2318 Rayburn House Office Building, November 7, 2001, 10:00 am

1. Purpose of the Hearing:

On Wednesday, November 7, 2001 at 10:00am in 2318 Rayburn, the
Committee on Science will hold a full committee hearing on the Space
Station program. The hearing will review the findings and recommendations
of the recently released International Space Station (ISS) Management and
Cost Evaluation (IMCE) Task Force report, the credibility of NASA’s cost
estimates and program plan, and whether the Space Station as currently
planned will be able to achieve meaningful scientific objectives. In
addition, the Administration will present its assessment of the management
challenges facing the Space Station program. The following witnesses will
be testifying:

Mr. A. Thomas Young, Chairman, IMCE Task Force, will address the

  1. What were the findings and recommendations of the IMCE Task Force?

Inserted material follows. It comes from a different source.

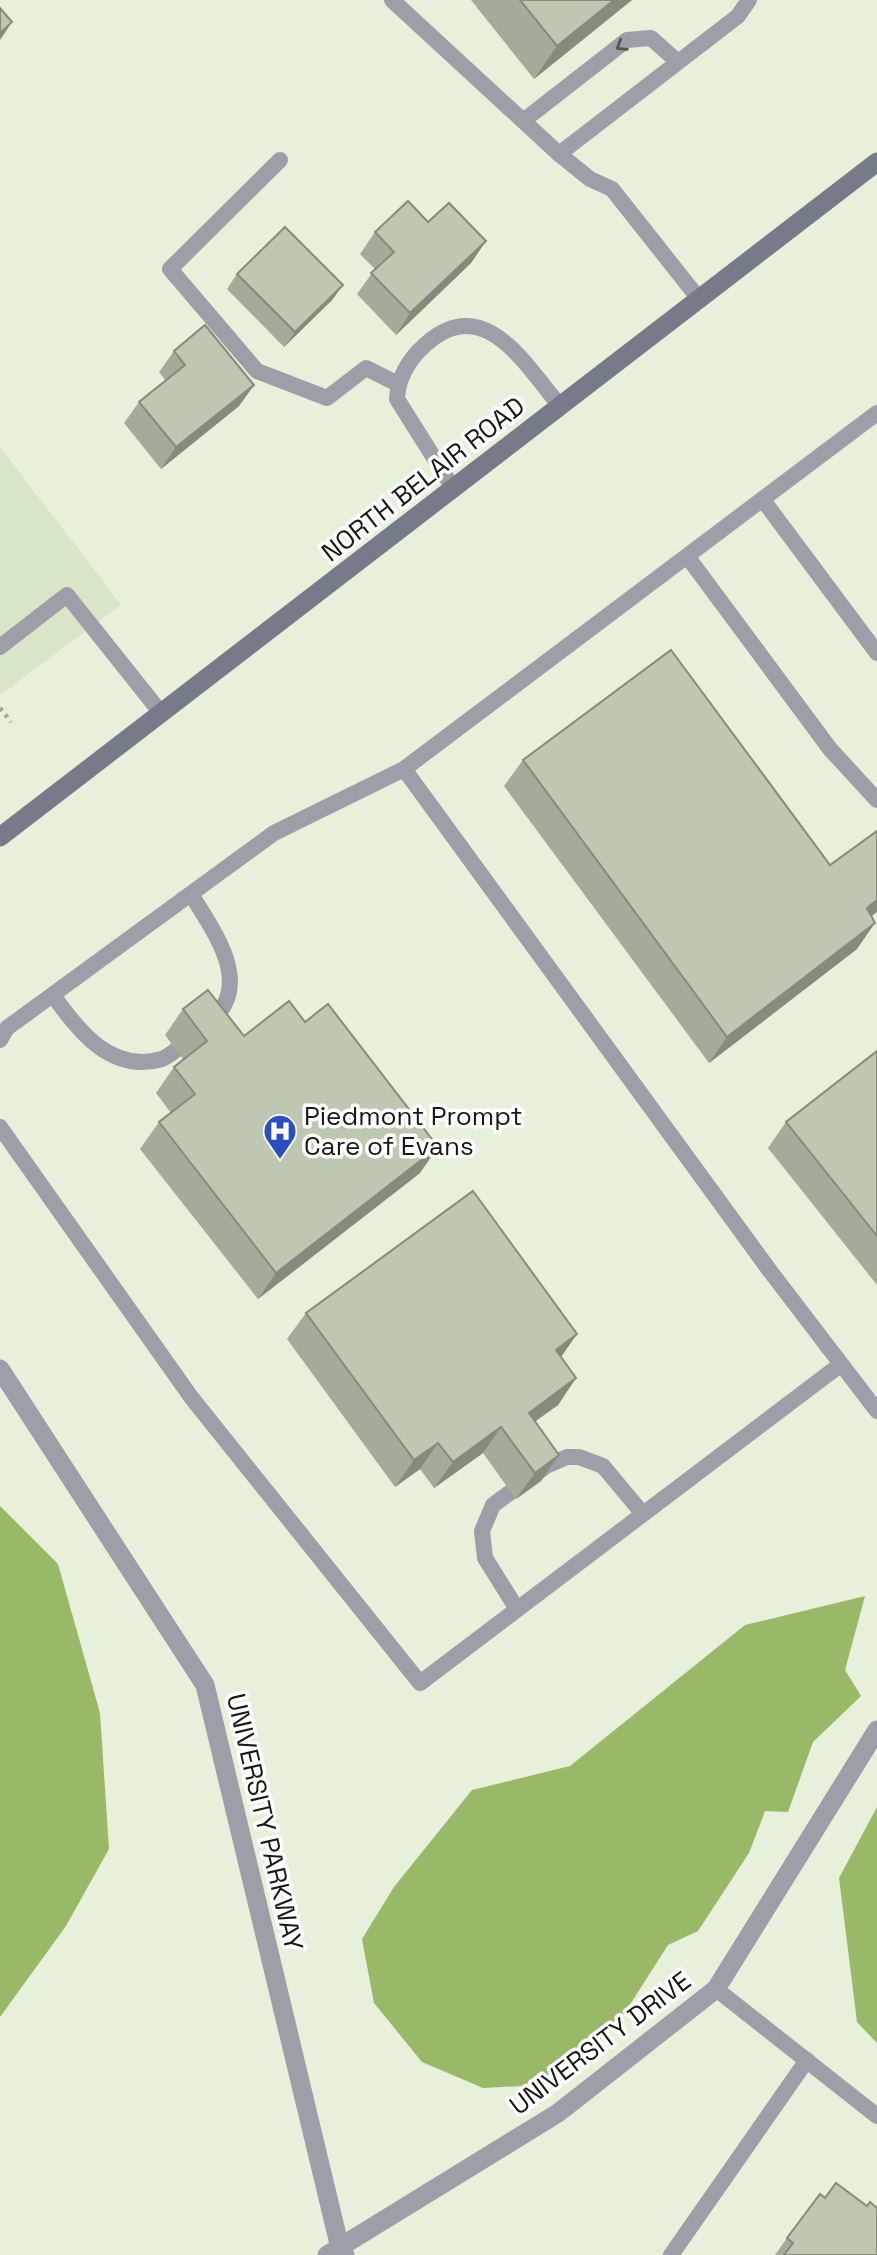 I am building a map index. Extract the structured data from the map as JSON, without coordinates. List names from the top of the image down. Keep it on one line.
{"streets":{"main road":["NORTH BELAIR ROAD"],"street":["UNIVERSITY PARKWAY","UNIVERSITY DRIVE"]},"crossings":[["UNIVERSITY PARKWAY","UNIVERSITY DRIVE"]],"places":{"hospital":["Piedmont Prompt Care of Evans"]}}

  2. Has NASA adequately addressed the factors that led to the significant
    cost growth?

  3. Is the currently approved U.S. Core program achievable within the
    projected resources?

  4. Is the research program consistent with the overall ISS development

Mr. Sean O’Keefe, Deputy Director, Office of Management and
Budget, will address the following:

  1. What is the Administration’s strategy to ensure that NASA fully
    implements the recommendations of the IMCE Task Force?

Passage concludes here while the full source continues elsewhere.